Edit: note that the examples in the website, since they are part of the README in Github, are plain SVG images that have been rendered on the backend statically also by VectorGraph, see the Node.js environment if interested:

https://vector-graph.com/#nodejs


Very nice looking diagrams for the amount of effort required to make them as a client of the library.

I love that it uses exactly 1 WebComponent. I love / am vaguely confused that it doesn't read the component's own DOM but instead gets the `.outerHTML`: https://github.com/franciscop/vector-graph/blob/master/index...

I guess that it means that the actual rendering gets fully decoupled from the live, but hidden DOM tree within the WebComponent and that live DOM tree doesn't really matter aside from first render.


Thanks! That was my goal! I didn't release it officially because I also wanted to add hooks/extensibility, and that was a lot trickier than I expected. I cannot expect everyone to only use the provided tools, and extensibility was a bit tricky (there's a lot of low-level math operations going on).

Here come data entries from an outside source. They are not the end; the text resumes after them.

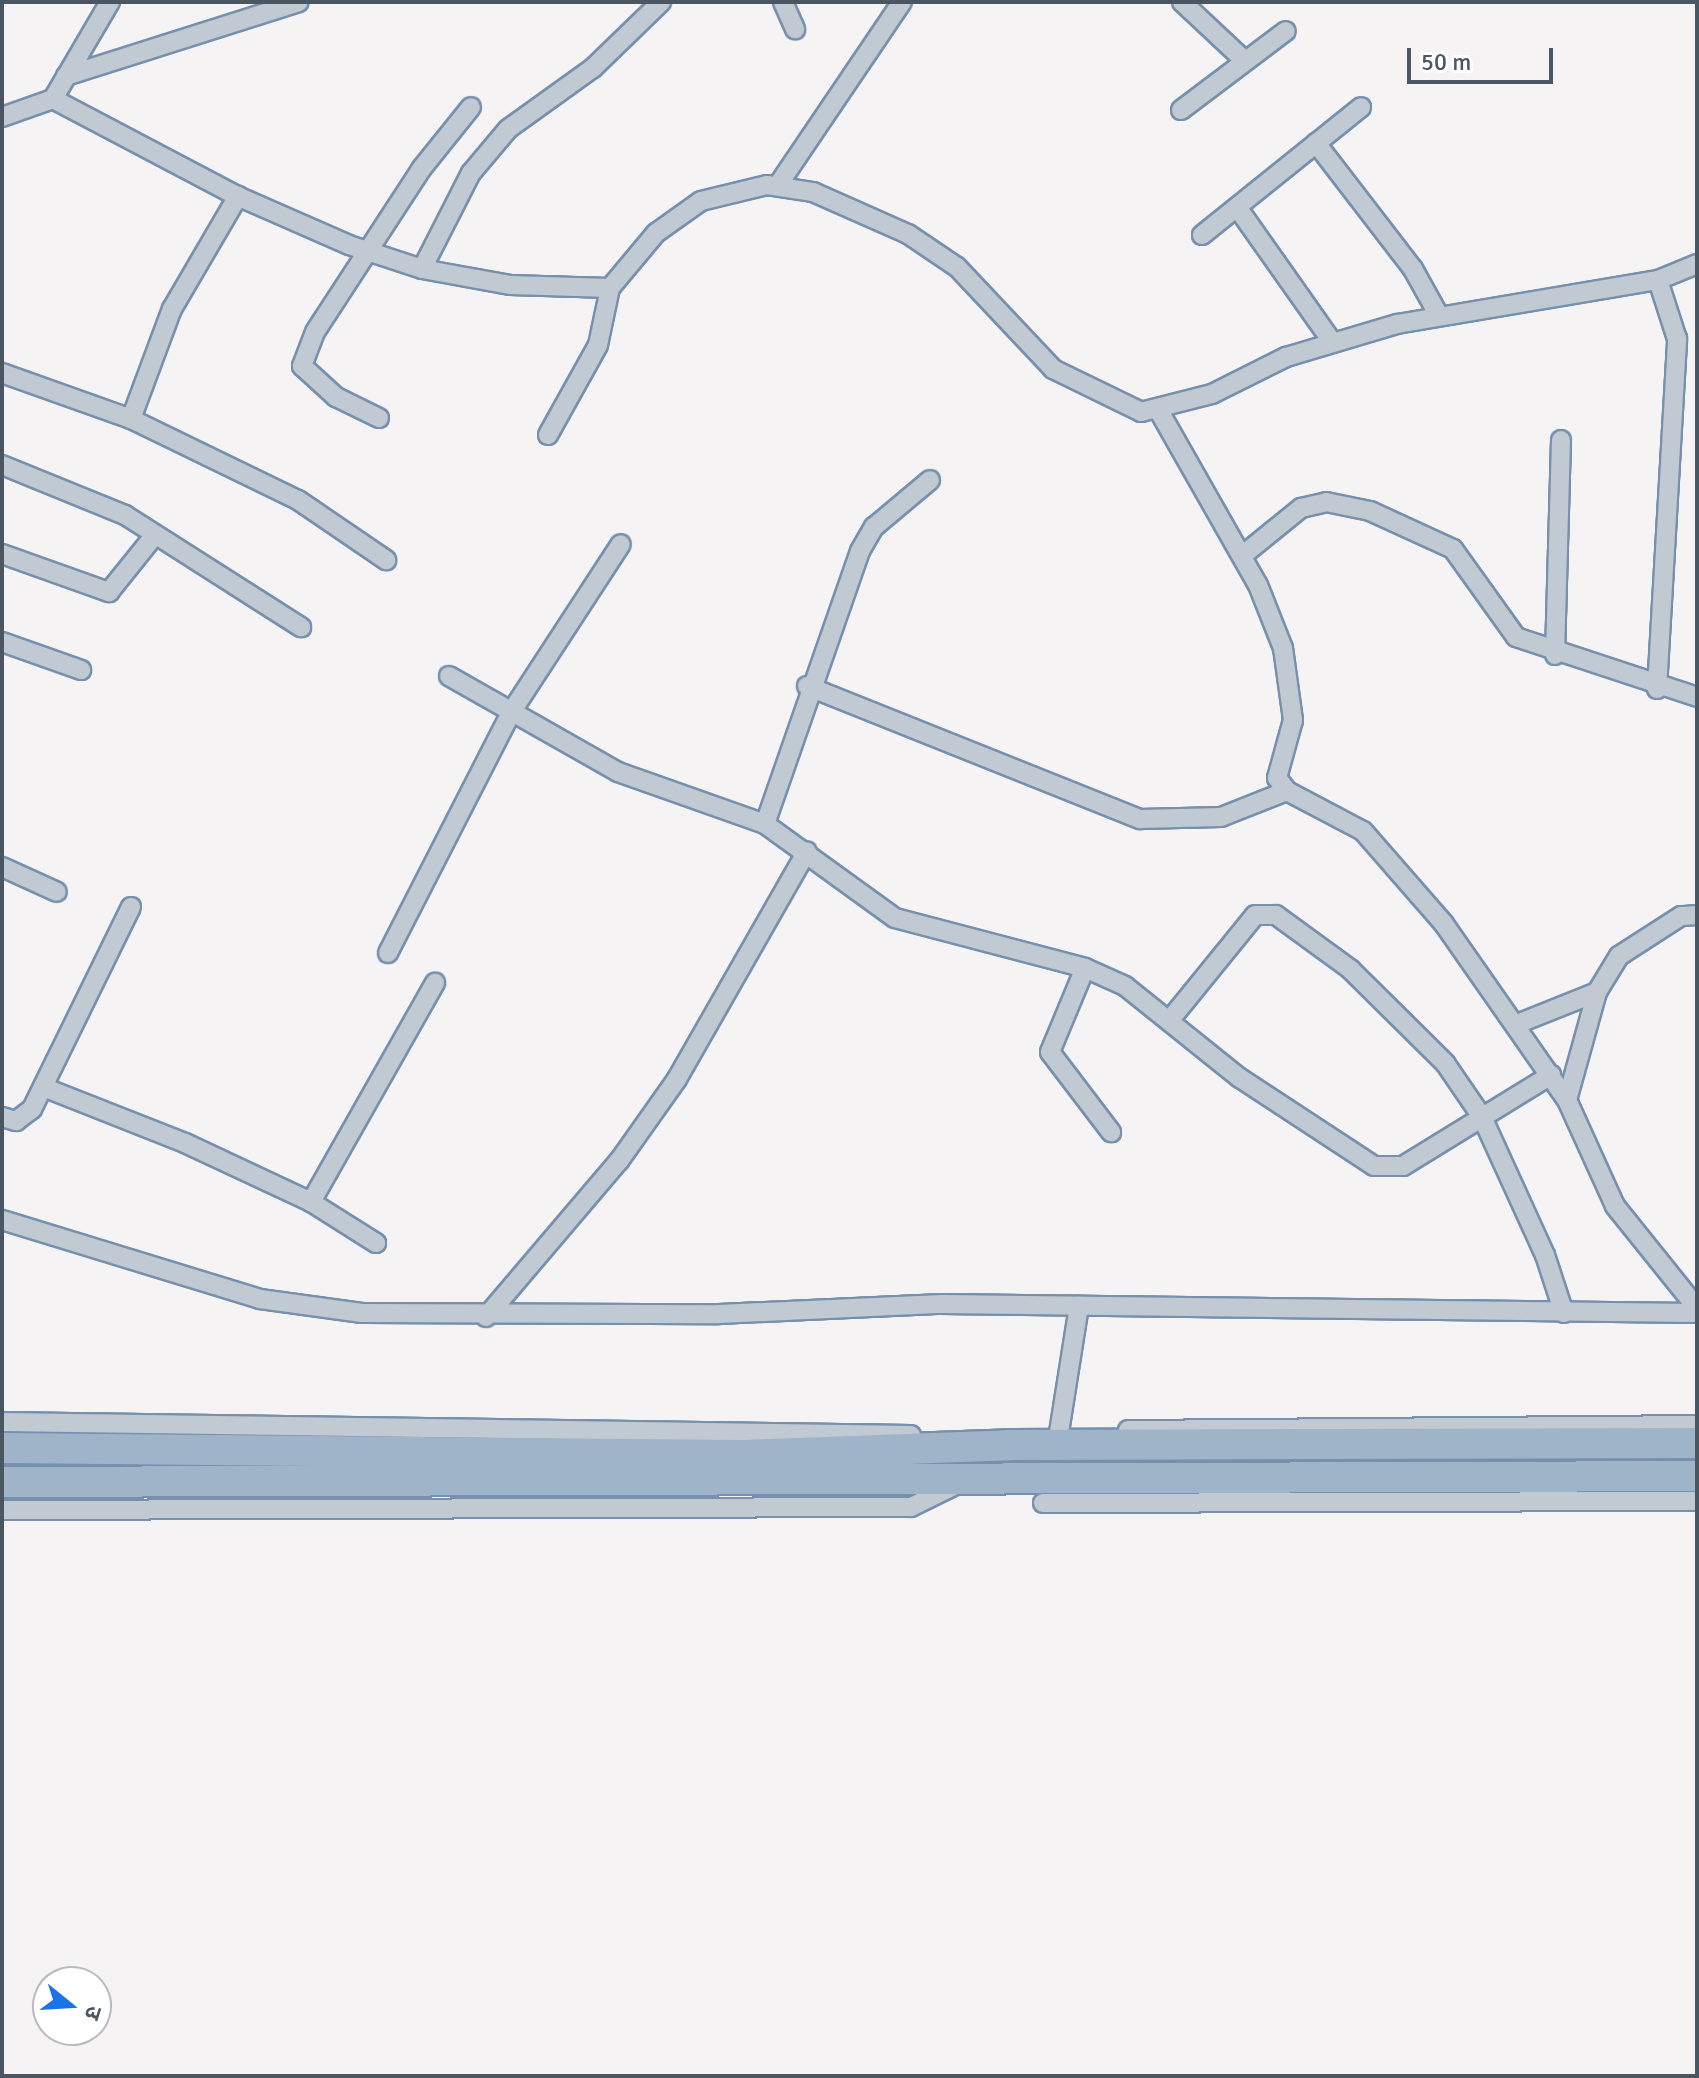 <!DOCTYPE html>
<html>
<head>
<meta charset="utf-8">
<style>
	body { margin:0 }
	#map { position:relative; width:1699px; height:2078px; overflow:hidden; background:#f5f3f3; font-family:Signika,"Noto Sans Devanagari",sans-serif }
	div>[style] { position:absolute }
	.roads { filter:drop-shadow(2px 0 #7690ad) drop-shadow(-2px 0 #7690ad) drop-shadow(0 2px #7690ad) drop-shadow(0 -2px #7690ad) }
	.minor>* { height:18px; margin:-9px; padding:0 9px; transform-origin:9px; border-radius:9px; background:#c1cad2 }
	.trunk>* { height:30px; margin:-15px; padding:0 15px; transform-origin:15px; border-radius:15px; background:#9fb4c9 }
	span { translate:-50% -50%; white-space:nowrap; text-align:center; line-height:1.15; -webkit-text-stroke:6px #fff; paint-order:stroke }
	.frame { position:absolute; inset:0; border:4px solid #4a5661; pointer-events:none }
	.north { position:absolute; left:32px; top:1966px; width:80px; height:80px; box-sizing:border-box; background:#fff; border:2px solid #b7bbc0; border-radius:50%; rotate:108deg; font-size:22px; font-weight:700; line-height:32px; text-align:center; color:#4a5661 }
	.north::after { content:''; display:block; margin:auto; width:28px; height:36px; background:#1a73e8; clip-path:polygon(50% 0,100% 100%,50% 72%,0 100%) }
	.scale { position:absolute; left:1407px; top:48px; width:146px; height:36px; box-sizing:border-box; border:4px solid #4a5661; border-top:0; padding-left:10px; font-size:24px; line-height:28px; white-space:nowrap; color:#4a5661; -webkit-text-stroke:6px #fff; paint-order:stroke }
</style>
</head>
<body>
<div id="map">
	<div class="roads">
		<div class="minor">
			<div style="left:783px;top:2px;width:30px;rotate:66deg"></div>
			<div style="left:1182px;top:2px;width:83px;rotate:43.1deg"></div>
			<div style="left:66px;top:76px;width:244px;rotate:-17.6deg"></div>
			<div style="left:53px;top:99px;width:206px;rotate:27.8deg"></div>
			<div style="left:235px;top:195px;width:124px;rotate:23.7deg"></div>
			<div style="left:349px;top:245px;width:77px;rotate:18.2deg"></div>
			<div style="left:422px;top:269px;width:89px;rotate:10.3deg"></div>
			<div style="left:510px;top:285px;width:100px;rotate:1.7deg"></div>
			<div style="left:610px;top:288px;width:72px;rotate:-50.1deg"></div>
			<div style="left:656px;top:233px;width:55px;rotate:-35.4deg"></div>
			<div style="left:701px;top:201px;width:68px;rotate:-13.6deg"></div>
			<div style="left:767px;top:185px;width:47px;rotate:8.7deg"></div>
			<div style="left:813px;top:192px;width:104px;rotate:23.9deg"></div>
			<div style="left:908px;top:234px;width:59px;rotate:34deg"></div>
			<div style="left:957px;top:267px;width:140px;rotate:46.7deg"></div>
			<div style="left:1053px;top:369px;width:98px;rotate:26deg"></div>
			<div style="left:1141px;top:412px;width:73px;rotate:-14.2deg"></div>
			<div style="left:1212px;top:394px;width:83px;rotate:-26.6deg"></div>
			<div style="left:1286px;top:357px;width:116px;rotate:-16.6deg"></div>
			<div style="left:1397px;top:324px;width:265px;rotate:-9.6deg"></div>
			<div style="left:1658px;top:280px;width:42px;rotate:-22.3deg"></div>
			<div style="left:1181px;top:110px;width:131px;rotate:-37deg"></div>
			<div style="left:2px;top:117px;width:54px;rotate:-19.4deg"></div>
			<div style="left:53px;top:99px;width:113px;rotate:-59.6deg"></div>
			<div style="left:1316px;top:143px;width:159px;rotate:52.4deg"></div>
			<div style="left:1413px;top:269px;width:51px;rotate:60.9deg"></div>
			<div style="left:778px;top:185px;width:221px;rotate:-55.9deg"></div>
			<div style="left:1237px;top:207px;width:166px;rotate:54.8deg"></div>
			<div style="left:1202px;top:235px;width:204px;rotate:-38.8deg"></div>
			<div style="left:422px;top:269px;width:108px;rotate:-63deg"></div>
			<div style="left:471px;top:173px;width:57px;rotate:-49.9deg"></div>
			<div style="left:508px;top:129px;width:105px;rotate:-35.7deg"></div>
			<div style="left:593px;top:68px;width:95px;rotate:-44.1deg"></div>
			<div style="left:2px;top:373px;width:137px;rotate:19.6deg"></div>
			<div style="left:131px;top:419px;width:186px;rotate:25.9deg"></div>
			<div style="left:298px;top:500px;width:107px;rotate:34.3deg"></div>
			<div style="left:1159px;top:411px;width:200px;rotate:60.4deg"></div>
			<div style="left:1258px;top:585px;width:68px;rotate:68.4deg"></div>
			<div style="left:1283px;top:648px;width:73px;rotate:82.1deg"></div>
			<div style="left:1293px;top:720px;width:60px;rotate:105.4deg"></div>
			<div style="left:1277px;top:778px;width:16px;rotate:52deg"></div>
			<div style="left:1287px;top:791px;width:86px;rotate:27.8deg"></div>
			<div style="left:1363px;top:831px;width:123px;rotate:48.9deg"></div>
			<div style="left:1444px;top:924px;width:215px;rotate:55.1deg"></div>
			<div style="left:379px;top:418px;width:48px;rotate:-154deg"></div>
			<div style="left:336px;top:397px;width:46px;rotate:-137.6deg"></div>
			<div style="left:302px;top:366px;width:36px;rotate:-69deg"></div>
			<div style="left:315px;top:332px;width:196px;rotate:-56.9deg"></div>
			<div style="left:422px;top:168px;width:78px;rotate:-51.2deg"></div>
			<div style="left:131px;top:419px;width:117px;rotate:-69.6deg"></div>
			<div style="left:172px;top:309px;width:131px;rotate:-59.7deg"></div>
			<div style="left:548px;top:435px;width:103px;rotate:-60.9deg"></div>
			<div style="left:598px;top:345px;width:58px;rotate:-78.1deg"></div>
			<div style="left:2px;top:465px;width:133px;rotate:22.1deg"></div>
			<div style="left:125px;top:515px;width:209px;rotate:32.5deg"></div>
			<div style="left:2px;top:554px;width:114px;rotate:19.6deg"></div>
			<div style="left:109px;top:592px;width:72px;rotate:-51.2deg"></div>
			<div style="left:1243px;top:555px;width:75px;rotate:-39deg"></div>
			<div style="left:1301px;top:508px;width:26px;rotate:-13deg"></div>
			<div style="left:1326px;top:502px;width:45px;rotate:11.6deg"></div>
			<div style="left:1370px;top:511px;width:91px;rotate:24.6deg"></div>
			<div style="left:1453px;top:549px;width:108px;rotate:54.4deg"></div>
			<div style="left:1516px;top:637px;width:191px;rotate:18.3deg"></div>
			<div style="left:2px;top:642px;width:84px;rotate:19.5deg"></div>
			<div style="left:1555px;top:655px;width:215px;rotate:-88.4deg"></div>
			<div style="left:449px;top:676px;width:194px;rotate:29.6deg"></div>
			<div style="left:618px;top:772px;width:156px;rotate:19.5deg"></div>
			<div style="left:765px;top:824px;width:160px;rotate:35.9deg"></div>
			<div style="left:895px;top:918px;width:196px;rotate:14.7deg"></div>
			<div style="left:1085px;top:968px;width:44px;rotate:24.2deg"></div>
			<div style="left:1125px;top:986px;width:147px;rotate:38.7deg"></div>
			<div style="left:1240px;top:1078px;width:160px;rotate:33.3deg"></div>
			<div style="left:1374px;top:1166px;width:29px"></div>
			<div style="left:1403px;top:1166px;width:174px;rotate:-31.6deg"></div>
			<div style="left:807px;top:686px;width:359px;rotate:21.8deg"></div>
			<div style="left:1140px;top:819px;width:81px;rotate:-1.4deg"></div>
			<div style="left:1221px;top:817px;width:71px;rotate:-21.5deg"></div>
			<div style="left:1657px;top:689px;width:351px;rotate:-86.7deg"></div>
			<div style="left:1677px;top:339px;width:62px;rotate:-107.9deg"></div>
			<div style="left:765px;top:824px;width:289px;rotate:-70.8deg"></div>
			<div style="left:860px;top:551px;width:28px;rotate:-60deg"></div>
			<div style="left:874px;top:527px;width:73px;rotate:-40deg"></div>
			<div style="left:2px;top:867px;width:60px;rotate:24.4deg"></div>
			<div style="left:1697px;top:915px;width:16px;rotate:176deg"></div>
			<div style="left:1681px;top:916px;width:74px;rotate:147.2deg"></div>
			<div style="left:1619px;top:956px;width:42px;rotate:121.4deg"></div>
			<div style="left:1597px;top:992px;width:112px;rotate:105.5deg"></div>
			<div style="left:1567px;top:1100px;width:116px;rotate:65.6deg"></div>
			<div style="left:1615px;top:1206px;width:131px;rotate:51.2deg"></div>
			<div style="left:388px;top:953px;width:272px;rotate:-62.9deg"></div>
			<div style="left:512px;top:711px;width:199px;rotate:-56.9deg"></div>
			<div style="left:1085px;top:968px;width:91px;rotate:112.6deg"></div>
			<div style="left:1050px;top:1052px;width:101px;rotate:52.7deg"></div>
			<div style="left:1169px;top:1021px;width:136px;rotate:-50.9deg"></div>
			<div style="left:1255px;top:915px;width:21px"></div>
			<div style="left:1276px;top:915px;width:92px;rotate:36.1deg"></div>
			<div style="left:1350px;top:969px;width:134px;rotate:44.7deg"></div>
			<div style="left:1445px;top:1063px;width:65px;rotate:55.6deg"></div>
			<div style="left:1482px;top:1117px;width:152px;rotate:65.5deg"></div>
			<div style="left:1545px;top:1255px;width:61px;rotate:71.9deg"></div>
			<div style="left:1517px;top:1024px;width:86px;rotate:-21.8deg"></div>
			<div style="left:43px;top:1087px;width:153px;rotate:21.5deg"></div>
			<div style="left:185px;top:1143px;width:139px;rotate:25.1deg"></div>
			<div style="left:311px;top:1202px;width:77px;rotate:32.2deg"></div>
			<div style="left:2px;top:1117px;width:15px;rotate:16deg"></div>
			<div style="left:16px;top:1121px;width:20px;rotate:-37deg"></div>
			<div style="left:32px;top:1109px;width:225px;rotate:-63.9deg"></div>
			<div style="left:311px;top:1202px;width:252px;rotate:-60.5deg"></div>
			<div style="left:2px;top:1220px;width:270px;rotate:17deg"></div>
			<div style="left:260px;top:1299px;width:103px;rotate:7.8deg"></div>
			<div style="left:362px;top:1313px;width:357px;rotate:0.2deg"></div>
			<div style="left:719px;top:1314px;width:223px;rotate:-2.6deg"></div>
			<div style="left:942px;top:1304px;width:755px;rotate:0.68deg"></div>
			<div style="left:486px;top:1317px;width:205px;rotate:-49.6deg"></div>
			<div style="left:619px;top:1161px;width:100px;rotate:-54.7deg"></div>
			<div style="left:677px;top:1079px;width:262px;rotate:-60.3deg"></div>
			<div style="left:2px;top:1422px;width:909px;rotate:0.82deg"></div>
			<div style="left:1128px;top:1430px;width:569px;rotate:-0.5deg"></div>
			<div style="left:1057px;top:1445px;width:141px;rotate:-81deg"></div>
			<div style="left:1043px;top:1503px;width:654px;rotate:-0.18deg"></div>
			<div style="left:2px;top:1510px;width:909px;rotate:-0.19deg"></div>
			<div style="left:911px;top:1507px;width:64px;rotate:-26.2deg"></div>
		</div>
		<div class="trunk">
			<div style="left:2px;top:1448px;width:740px;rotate:0.54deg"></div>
			<div style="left:742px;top:1455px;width:268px;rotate:-2.1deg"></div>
			<div style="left:1010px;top:1445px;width:687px;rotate:-0.17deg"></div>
			<div style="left:2px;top:1482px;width:1695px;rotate:-0.2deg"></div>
		</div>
	</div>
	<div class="frame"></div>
	<div class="north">उ</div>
	<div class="scale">50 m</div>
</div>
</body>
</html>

I'm not totally sure what you mean by "it doesn't read the component's own DOM but instead gets the `.outerHTML`". Note that I am not a Shadow DOM expert and I made this a couple of years ago, but IIRC the reason I made it this way is that I wanted a lot of flexibility on the transformation.

It's not 1-component-to-1-svg-element, it's more like I might have an arbitrary N number of "HTML elements", which might render into an arbitrary M number of "SVG elements", some of which might even be global (<defs>) so not even in the same order as the HTML elements order.